Immune modulation is a third mechanism-based concern. Activin A has been identified as a pro-inflammatory cytokine in certain contexts, particularly during acute infection and sepsis. Follistatin-344's ability to neutralize activin A could theoretically dampen immune responses, though this effect has not been quantified in human studies. Conversely, the AAV vectors used in early trials elicited robust neutralizing antibody responses, raising the possibility of immunogenicity concerns if repeated dosing were attempted. Synthetic follistatin-344 administered subcutaneously bypasses vector-related immunogenicity but introduces different pharmacokinetic and clearance dynamics that have not been characterized in peer-reviewed literature. Researchers should monitor for signs of immune dysregulation. Recurrent infections, delayed wound healing, or autoimmune phenomena. In any extended-use protocol.
Comparison Table: Follistatin-344 vs Other Myostatin Inhibitors
The follistatin-344 safety profile can be contextualized by comparing it to other investigational myostatin inhibitors that have advanced further in clinical development. The table below summarizes key safety and regulatory distinctions.
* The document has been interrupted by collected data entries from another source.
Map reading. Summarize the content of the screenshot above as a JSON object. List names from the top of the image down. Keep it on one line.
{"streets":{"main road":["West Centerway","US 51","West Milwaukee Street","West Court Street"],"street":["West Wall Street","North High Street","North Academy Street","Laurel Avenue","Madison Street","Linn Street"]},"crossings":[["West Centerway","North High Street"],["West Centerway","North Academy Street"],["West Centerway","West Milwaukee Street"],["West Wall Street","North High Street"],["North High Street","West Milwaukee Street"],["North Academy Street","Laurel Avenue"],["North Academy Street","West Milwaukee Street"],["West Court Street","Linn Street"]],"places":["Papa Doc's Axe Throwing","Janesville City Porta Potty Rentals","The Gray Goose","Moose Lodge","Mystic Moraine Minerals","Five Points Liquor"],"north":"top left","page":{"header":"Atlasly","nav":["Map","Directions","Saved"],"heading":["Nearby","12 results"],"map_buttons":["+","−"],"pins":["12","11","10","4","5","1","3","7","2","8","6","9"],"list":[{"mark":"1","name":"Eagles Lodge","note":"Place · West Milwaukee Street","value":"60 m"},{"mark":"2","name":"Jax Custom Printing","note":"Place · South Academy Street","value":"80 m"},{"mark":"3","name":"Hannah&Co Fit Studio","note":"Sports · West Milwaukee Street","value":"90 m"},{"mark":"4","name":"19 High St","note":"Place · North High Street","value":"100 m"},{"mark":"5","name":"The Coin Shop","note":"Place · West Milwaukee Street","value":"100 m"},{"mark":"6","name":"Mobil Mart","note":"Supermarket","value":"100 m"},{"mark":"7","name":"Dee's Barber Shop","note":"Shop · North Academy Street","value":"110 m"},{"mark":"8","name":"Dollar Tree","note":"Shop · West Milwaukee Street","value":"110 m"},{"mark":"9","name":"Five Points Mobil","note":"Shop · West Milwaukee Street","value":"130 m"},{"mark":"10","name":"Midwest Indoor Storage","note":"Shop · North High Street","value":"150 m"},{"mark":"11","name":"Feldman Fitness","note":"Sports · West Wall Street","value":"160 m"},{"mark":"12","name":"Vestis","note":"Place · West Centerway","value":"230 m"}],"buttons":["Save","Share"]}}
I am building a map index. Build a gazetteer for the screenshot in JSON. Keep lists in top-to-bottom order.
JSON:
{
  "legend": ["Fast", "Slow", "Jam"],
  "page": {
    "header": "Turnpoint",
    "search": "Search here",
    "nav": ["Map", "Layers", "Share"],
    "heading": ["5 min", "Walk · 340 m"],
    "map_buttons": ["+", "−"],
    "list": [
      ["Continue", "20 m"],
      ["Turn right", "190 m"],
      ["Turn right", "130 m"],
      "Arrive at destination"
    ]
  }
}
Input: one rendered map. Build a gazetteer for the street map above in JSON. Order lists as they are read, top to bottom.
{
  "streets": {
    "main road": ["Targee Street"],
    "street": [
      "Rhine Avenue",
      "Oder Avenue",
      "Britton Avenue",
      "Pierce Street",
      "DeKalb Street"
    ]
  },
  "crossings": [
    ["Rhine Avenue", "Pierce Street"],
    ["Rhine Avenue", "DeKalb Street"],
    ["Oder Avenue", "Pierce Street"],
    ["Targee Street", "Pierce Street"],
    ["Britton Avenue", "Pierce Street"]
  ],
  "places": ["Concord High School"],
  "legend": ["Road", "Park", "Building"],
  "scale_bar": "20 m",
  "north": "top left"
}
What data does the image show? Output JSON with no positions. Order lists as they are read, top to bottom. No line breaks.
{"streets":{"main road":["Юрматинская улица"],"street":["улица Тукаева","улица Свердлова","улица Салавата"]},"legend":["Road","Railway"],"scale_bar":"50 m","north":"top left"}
| Compound | Mechanism of Action | Highest Clinical Trial Phase | Most Common Adverse Events | Serious Adverse Events Reported | Regulatory Status | Professional Assessment |
|—|—|—|—|—|—|
| Follistatin-344 (AAV-delivered) | Binds and neutralizes myostatin, activin, BMPs | Phase IIa | Injection-site pain, transient CK elevation | None in published trials (n<150) | Investigational; no FDA approval | Limited human data; theoretical risks uncharacterized. Not suitable for general clinical use. |
| Bimagrumab (monoclonal antibody) | Blocks activin type II receptor | Phase III | Muscle spasms, diarrhea, mild acne | Rare liver enzyme elevations | Discontinued after Phase III failure | Advanced safety data; efficacy did not meet endpoints. Well-tolerated but clinically ineffective. |
| Landogrozumab (monoclonal antibody) | Neutralizes myostatin specifically | Phase II | Injection-site reactions, headache | None reported in Phase II | Development halted | Narrow mechanism; fewer off-target concerns than follistatin-344 but development ceased. |
| Myostatin propeptide (recombinant) | Prevents myostatin activation | Preclinical/Phase I | Injection-site pain (limited human data) | No human SAEs documented | Investigational | Minimal human exposure; mechanism specificity reduces theoretical risk vs follistatin. |
Key Takeaways
- The follistatin-344 safety profile is based on fewer than 150 participants across two early-phase trials using AAV-mediated gene delivery, not synthetic peptide administration.
- Injection-site reactions (pain, erythema, swelling) are the most commonly reported adverse events, occurring in approximately 60–70% of trial participants and resolving within one week.
- No serious adverse events have been documented in published human trials, but observation periods have not exceeded six months in any cohort.
- Follistatin-344 binds activin, BMP, and myostatin, creating plausible mechanisms for endocrine, reproductive, and bone metabolism effects that have not been systematically evaluated.
- The peptide is not FDA-approved for any indication and remains classified as investigational, limiting its legal availability to approved research protocols and licensed 503B compounding contexts.
- Long-term safety data. Including effects on fertility, bone density, and immune function. Are absent from the literature as of 2026.
What If: Follistatin-344 Scenarios
What If a Researcher Experiences Persistent Injection-Site Induration After Follistatin-344 Administration?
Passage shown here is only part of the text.